Provided data –
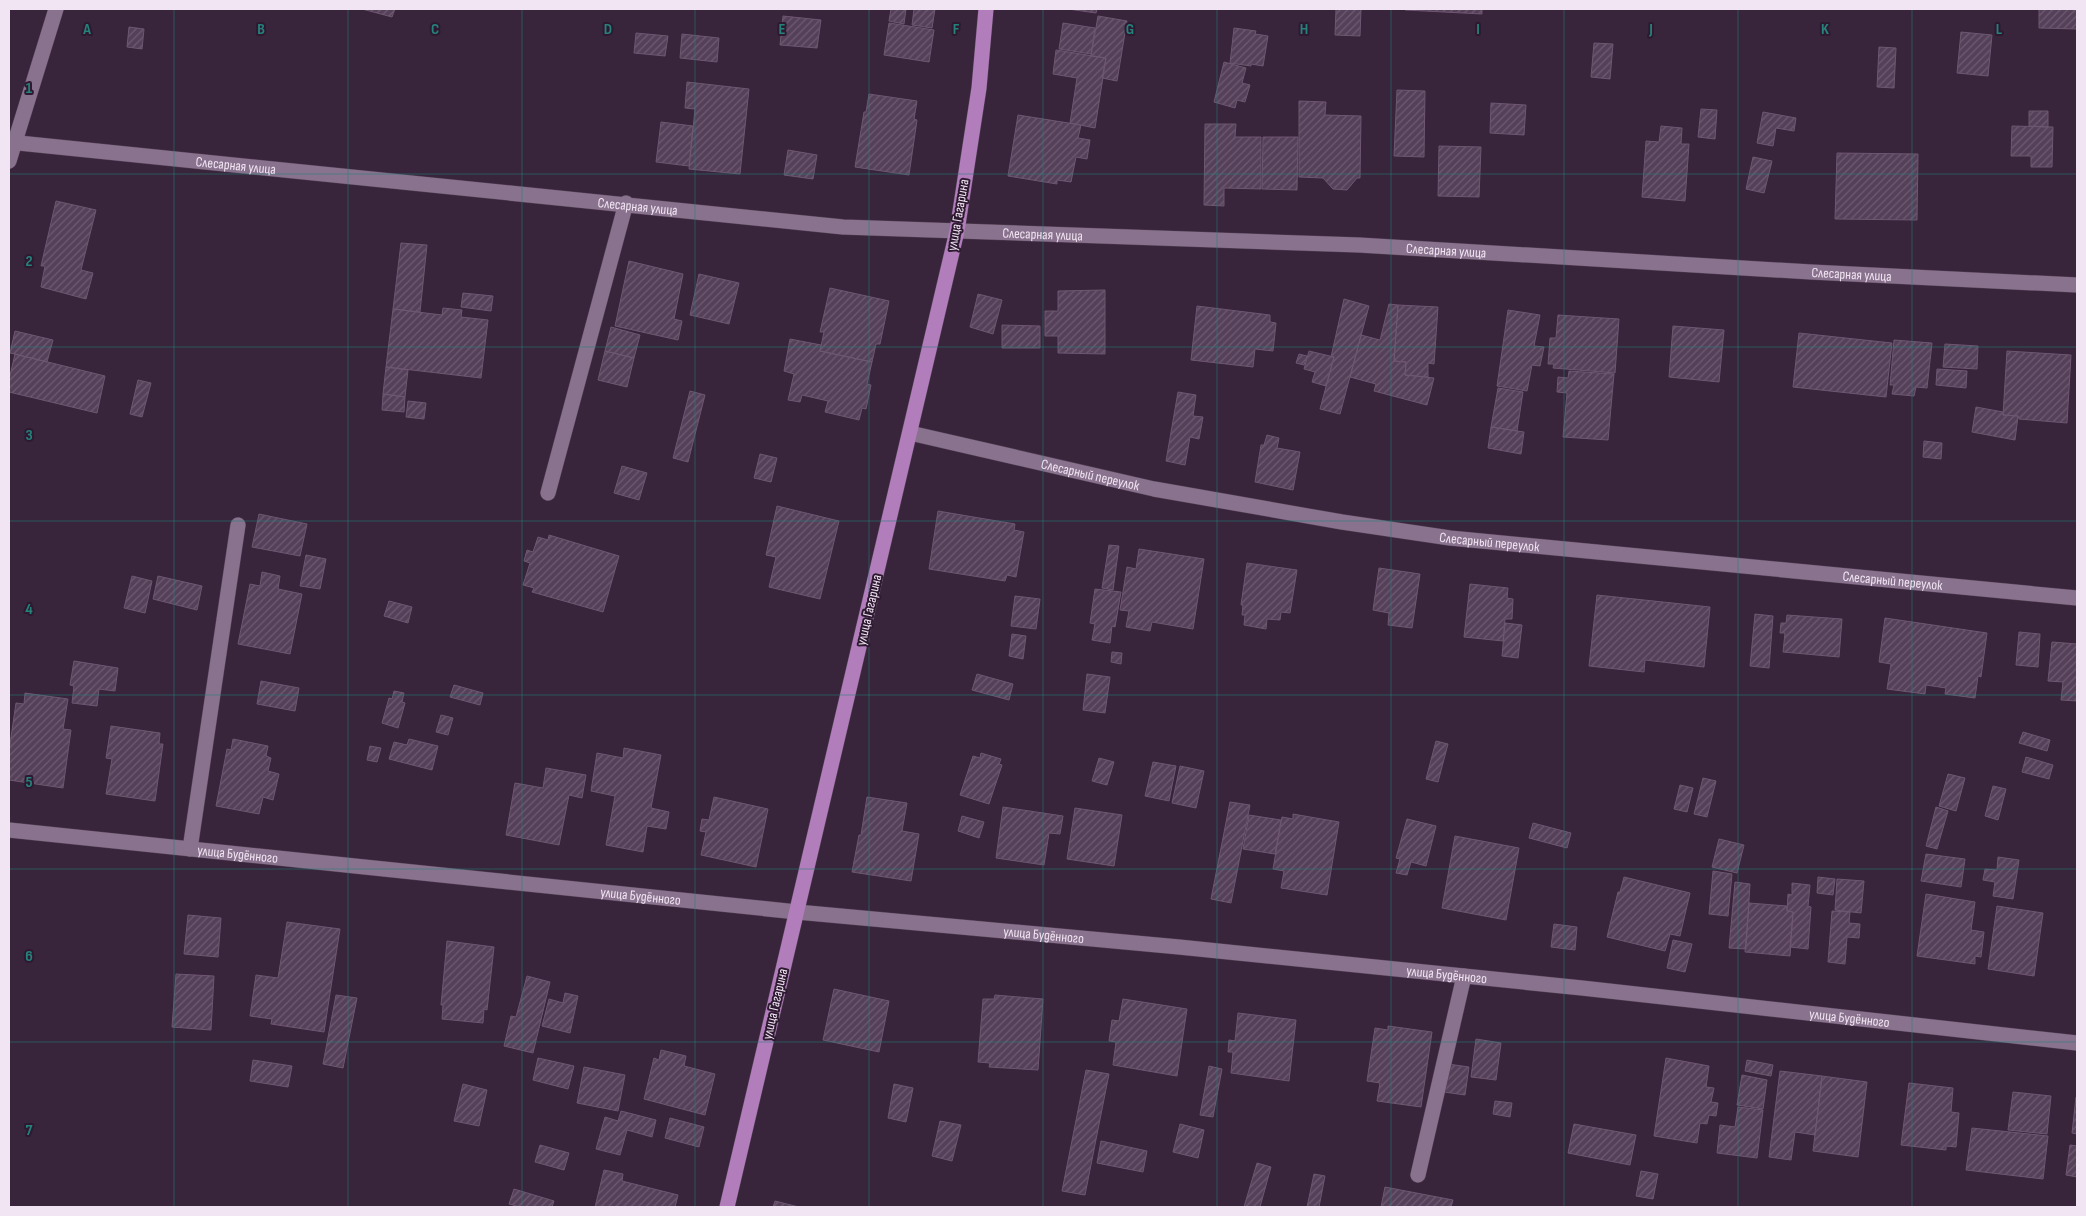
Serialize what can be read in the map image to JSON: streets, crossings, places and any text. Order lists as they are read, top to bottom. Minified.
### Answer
{"streets":{"main road":["улица Гагарина"],"street":["Слесарная улица","Слесарный переулок","улица Будённого"]},"crossings":[["Слесарная улица","улица Гагарина"],["улица Гагарина","Слесарный переулок"],["улица Гагарина","улица Будённого"]],"grid":{"columns":["A","B","C","D","E","F","G","H","I","J","K","L"],"rows":["1","2","3","4","5","6","7"]}}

To do –
Reproduce every line above exactly as written, omitting the images.

The completed task –
Serialize what can be read in the map image to JSON: streets, crossings, places and any text. Order lists as they are read, top to bottom. Minified.
### Answer
{"streets":{"main road":["улица Гагарина"],"street":["Слесарная улица","Слесарный переулок","улица Будённого"]},"crossings":[["Слесарная улица","улица Гагарина"],["улица Гагарина","Слесарный переулок"],["улица Гагарина","улица Будённого"]],"grid":{"columns":["A","B","C","D","E","F","G","H","I","J","K","L"],"rows":["1","2","3","4","5","6","7"]}}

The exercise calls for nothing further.